INDEPENDENT
Despite assurances from legal pundits and others, there appears to be unease amongst supporters of the Labour Party that the protracted factional crisis in the party could affect the petition by its presidential candidate, Peter Obi, challenging the outcome of the February 25 presidential election.
On Tuesday a faction of the party raised the alarm that the Lamidi Apapa led faction had approached the Presidential Election Petitions Tribunal to withdraw the petition.
But this was later refuted by the Apapa faction through a statement by its Publicity Secretary, Abayomi Arabambi.
According to Arabambi, the publication accusing Apapa of taking such a step against the party was one laced with deliberate falsehood, an “epistle of personal bitterness, ignorance and complete unintelligent outburst.”

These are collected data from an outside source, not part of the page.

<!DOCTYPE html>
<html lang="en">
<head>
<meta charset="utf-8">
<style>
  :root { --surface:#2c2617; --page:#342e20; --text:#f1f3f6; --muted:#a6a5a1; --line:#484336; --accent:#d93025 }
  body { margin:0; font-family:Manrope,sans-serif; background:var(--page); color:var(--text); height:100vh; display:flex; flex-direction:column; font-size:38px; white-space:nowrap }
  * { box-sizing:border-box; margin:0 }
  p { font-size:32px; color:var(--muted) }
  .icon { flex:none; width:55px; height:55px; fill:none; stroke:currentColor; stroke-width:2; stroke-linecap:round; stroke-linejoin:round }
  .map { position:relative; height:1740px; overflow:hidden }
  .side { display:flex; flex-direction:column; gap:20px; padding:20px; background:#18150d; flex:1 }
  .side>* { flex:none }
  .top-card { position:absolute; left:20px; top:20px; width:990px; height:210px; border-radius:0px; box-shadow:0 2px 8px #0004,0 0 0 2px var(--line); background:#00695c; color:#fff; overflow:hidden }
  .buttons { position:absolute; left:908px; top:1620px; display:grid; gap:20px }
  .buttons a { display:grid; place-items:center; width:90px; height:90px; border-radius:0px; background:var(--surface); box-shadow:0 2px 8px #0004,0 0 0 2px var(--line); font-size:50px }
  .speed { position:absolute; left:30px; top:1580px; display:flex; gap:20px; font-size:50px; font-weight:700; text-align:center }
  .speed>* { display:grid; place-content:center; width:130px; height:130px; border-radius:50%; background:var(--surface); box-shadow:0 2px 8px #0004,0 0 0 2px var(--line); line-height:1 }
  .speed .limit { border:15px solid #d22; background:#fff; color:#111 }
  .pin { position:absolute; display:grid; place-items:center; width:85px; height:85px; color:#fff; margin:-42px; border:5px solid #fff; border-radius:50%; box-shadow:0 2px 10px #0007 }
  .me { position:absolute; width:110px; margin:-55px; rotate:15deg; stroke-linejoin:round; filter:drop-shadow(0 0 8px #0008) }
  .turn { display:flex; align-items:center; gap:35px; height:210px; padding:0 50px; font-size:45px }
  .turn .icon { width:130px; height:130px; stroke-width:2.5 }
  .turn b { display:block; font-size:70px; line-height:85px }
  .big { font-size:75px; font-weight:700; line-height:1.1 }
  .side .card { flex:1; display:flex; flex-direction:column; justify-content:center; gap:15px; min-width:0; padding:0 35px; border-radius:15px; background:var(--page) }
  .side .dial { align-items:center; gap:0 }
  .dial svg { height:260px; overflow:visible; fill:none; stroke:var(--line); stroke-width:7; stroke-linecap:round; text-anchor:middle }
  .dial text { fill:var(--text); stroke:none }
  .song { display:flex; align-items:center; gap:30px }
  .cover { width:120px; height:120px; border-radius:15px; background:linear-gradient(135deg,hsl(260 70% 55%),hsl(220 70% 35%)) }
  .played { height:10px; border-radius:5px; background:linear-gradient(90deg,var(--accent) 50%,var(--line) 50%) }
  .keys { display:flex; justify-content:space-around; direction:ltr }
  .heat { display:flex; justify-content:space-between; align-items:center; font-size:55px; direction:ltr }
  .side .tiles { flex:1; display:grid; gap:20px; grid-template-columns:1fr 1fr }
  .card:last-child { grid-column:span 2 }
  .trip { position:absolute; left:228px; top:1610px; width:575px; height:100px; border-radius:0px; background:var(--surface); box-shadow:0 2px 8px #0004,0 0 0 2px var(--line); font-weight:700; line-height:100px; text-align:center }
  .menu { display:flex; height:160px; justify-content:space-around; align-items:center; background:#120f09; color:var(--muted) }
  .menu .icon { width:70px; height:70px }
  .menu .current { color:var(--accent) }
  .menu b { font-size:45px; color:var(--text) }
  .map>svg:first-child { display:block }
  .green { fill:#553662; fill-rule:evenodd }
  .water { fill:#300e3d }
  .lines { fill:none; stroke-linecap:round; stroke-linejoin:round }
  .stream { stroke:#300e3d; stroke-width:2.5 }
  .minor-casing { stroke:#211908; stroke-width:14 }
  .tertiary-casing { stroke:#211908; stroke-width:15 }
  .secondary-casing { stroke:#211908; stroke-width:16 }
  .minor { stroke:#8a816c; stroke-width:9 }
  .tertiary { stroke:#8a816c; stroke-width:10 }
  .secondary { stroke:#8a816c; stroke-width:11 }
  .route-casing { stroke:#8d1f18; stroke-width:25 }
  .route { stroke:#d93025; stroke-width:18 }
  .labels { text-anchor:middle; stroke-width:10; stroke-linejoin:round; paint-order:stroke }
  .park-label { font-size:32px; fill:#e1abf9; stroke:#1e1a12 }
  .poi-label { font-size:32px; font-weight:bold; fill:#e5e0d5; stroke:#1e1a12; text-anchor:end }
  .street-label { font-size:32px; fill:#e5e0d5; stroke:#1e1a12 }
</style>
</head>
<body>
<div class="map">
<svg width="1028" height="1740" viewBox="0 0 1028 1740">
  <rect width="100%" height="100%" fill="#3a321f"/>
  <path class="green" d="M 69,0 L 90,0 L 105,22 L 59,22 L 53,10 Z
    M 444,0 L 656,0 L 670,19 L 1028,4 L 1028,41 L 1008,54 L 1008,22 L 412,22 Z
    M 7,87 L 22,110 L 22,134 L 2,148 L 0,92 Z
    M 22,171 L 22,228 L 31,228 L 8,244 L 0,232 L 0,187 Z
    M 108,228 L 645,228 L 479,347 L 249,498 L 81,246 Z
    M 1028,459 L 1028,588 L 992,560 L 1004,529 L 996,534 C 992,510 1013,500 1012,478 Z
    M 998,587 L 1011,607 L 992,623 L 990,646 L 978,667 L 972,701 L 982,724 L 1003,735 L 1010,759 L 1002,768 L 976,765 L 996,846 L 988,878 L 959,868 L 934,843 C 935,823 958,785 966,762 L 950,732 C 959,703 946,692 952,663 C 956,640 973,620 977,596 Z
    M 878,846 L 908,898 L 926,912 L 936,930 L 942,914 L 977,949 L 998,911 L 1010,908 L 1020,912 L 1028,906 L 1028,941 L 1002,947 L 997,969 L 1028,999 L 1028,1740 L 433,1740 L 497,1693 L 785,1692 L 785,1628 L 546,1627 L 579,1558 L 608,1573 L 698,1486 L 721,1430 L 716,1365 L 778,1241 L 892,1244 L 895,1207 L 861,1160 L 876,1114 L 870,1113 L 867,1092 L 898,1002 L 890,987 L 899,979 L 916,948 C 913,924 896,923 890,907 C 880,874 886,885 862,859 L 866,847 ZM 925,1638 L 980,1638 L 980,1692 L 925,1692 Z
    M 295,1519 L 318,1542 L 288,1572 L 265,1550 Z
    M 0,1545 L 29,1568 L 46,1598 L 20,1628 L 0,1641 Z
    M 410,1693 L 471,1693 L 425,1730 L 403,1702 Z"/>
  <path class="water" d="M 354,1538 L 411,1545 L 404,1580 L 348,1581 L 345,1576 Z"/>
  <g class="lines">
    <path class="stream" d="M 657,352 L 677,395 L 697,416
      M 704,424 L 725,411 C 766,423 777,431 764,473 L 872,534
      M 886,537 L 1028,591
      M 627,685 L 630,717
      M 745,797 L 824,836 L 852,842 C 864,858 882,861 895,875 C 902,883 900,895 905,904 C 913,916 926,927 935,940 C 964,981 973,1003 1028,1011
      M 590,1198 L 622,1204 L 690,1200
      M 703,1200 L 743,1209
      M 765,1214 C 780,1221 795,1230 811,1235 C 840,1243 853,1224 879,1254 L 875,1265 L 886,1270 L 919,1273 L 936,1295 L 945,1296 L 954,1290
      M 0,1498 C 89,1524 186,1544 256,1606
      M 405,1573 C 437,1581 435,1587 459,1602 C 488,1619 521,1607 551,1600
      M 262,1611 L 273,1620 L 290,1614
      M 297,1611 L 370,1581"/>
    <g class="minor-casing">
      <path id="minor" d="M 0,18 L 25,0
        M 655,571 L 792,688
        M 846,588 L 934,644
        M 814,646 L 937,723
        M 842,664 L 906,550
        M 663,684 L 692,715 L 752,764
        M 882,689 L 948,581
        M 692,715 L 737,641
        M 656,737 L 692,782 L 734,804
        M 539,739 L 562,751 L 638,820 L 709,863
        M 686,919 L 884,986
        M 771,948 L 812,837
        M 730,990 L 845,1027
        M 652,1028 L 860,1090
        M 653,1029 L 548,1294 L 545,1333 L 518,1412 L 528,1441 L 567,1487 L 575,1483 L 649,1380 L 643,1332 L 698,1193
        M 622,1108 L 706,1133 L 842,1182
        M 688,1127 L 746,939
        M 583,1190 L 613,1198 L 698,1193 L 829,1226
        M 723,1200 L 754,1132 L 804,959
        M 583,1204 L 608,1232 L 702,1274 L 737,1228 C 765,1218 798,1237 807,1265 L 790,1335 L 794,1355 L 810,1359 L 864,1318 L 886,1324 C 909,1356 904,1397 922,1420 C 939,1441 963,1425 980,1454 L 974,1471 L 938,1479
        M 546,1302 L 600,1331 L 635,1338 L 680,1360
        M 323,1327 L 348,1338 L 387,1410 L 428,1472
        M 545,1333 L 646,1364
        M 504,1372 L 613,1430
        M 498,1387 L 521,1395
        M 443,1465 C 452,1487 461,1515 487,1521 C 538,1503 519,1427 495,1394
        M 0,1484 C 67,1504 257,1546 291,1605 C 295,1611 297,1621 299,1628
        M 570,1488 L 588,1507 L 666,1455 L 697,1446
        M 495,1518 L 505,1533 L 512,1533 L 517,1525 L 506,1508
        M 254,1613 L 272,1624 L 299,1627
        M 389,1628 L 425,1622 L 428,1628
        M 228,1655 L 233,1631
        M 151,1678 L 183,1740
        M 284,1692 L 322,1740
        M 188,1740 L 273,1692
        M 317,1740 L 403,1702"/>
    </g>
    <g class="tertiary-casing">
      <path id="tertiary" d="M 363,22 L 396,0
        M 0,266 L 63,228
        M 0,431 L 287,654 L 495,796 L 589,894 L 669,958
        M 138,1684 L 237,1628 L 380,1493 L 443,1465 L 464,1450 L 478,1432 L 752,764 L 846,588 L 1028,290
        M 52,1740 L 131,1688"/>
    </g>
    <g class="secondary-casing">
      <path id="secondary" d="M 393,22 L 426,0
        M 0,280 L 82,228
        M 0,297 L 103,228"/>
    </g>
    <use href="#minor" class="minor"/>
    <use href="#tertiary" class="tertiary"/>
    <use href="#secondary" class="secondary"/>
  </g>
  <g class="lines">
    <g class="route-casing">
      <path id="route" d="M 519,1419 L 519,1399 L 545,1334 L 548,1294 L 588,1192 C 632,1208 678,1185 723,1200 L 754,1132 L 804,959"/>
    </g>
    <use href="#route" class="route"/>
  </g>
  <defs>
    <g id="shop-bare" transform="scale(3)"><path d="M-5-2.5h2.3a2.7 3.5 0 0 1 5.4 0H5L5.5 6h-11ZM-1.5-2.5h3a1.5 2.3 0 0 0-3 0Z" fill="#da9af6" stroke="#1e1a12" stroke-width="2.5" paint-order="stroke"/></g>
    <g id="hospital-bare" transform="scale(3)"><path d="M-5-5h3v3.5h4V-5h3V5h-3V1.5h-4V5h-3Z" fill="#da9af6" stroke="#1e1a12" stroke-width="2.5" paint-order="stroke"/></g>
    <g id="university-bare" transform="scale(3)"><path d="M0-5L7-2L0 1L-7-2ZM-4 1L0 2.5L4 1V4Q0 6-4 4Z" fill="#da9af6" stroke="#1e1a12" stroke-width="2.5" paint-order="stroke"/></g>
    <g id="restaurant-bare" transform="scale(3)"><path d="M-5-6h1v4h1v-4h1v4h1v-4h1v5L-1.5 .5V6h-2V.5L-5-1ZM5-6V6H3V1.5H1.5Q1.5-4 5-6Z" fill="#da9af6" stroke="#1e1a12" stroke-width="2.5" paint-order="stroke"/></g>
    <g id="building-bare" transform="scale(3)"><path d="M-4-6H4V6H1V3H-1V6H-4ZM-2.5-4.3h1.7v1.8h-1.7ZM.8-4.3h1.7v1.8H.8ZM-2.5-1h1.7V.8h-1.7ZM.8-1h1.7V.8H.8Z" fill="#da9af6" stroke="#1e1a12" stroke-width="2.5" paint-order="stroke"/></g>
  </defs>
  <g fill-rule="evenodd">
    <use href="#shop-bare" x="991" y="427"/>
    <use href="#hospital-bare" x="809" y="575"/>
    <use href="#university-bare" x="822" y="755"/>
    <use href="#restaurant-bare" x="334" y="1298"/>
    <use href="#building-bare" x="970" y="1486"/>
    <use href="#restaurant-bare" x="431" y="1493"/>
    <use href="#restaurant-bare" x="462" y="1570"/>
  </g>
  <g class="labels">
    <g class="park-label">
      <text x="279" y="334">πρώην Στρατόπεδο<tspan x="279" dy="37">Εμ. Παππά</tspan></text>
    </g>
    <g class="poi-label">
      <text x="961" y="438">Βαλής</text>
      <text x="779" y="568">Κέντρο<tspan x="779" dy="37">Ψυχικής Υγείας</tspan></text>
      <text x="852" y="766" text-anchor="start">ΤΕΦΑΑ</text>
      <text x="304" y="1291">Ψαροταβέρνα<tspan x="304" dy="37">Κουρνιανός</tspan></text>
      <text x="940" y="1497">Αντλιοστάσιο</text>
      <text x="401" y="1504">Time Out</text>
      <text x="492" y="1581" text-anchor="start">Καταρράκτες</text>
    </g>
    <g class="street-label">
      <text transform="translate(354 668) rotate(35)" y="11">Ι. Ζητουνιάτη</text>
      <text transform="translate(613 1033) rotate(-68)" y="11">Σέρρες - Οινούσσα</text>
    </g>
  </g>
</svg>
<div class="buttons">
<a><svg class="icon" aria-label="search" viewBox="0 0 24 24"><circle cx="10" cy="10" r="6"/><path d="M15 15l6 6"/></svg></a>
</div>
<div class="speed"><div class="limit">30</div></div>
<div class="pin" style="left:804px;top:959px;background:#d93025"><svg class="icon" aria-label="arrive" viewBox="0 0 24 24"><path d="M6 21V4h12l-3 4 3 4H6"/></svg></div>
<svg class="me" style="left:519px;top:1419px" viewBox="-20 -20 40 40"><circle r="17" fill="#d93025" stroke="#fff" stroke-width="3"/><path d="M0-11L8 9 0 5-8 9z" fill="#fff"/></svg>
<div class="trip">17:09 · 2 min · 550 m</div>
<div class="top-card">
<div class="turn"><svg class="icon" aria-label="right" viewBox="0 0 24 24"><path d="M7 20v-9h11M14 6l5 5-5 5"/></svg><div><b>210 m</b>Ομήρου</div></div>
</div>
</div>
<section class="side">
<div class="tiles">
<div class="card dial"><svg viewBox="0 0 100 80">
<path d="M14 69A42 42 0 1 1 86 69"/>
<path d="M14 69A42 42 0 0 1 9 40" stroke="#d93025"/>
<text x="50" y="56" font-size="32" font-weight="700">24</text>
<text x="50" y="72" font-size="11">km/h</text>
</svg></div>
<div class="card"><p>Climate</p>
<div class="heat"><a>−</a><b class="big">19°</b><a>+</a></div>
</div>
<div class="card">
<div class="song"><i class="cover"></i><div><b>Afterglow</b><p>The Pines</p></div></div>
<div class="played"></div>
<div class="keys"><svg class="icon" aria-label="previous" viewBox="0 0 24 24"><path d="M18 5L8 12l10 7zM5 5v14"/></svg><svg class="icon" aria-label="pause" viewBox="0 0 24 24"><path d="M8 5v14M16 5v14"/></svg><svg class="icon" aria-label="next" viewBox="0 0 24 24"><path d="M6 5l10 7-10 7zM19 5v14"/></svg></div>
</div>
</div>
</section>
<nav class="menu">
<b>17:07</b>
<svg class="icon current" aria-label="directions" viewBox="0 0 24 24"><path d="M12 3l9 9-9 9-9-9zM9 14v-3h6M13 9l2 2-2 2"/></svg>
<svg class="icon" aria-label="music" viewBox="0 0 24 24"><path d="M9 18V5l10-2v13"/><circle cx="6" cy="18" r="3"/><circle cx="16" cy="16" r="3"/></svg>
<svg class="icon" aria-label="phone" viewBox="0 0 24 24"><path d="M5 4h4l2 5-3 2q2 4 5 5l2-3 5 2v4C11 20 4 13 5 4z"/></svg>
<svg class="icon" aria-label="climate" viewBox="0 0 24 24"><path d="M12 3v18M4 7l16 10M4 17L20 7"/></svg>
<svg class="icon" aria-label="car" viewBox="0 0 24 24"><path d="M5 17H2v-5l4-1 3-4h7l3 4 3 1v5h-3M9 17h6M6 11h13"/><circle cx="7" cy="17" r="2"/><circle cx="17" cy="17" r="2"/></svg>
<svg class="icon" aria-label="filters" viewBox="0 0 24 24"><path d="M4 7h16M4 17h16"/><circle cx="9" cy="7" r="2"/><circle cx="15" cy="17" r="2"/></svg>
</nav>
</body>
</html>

Regardless, analysts told Sunday Independent that there was no cause for alarm over the fate of the petition, noting that no action of any of the factions could jeopardise the petition.
According to Comrade Aluh Moses Odeh, National Leader, All Middle Belt Youth Forum (AMBYF), “The crisis in the party, whether sponsored to weaken the party’s resolve to reclaim its stolen mandate through the courts, is a failed journey, if actually those fomenting the trouble know what the law says.
“Besides, this is not new. In 2007, the All Nigeria Peoples Party (ANPP) that sponsored Buhari withdrew from pursuing the matter in the tribunal, but Buhari was not affected.
“So, I can say that this crisis will strengthen the party instead of weakening it. Those who are behind this crisis with the sole aim of stealing the mandate given to the Labour Party are exposing their ignorance of the law.
“Below is what the law says. So, any attempt by those party men cannot fly based on the position of the law.
“The Electoral Act 2022 under ‘Withdrawal and Abatement of Petition’, reads: Section 29. (1) An election petition shall not be withdrawn without leave of the tribunal or court.
“(2) Where the petitioners are more than one, no application for leave to withdraw the election petition shall be made, ‘except with the consent of all the petitioners’.
“The above settles those palace moles who have made themselves available as black sheep in the family to be used to thwart the legal battle.”
He added: “The Labour Party is favoured to be an alternative to both the All Progressives Congress (APC) and the Peoples Democratic Party (PDP) with the overwhelming support it gained from Nigerian voters.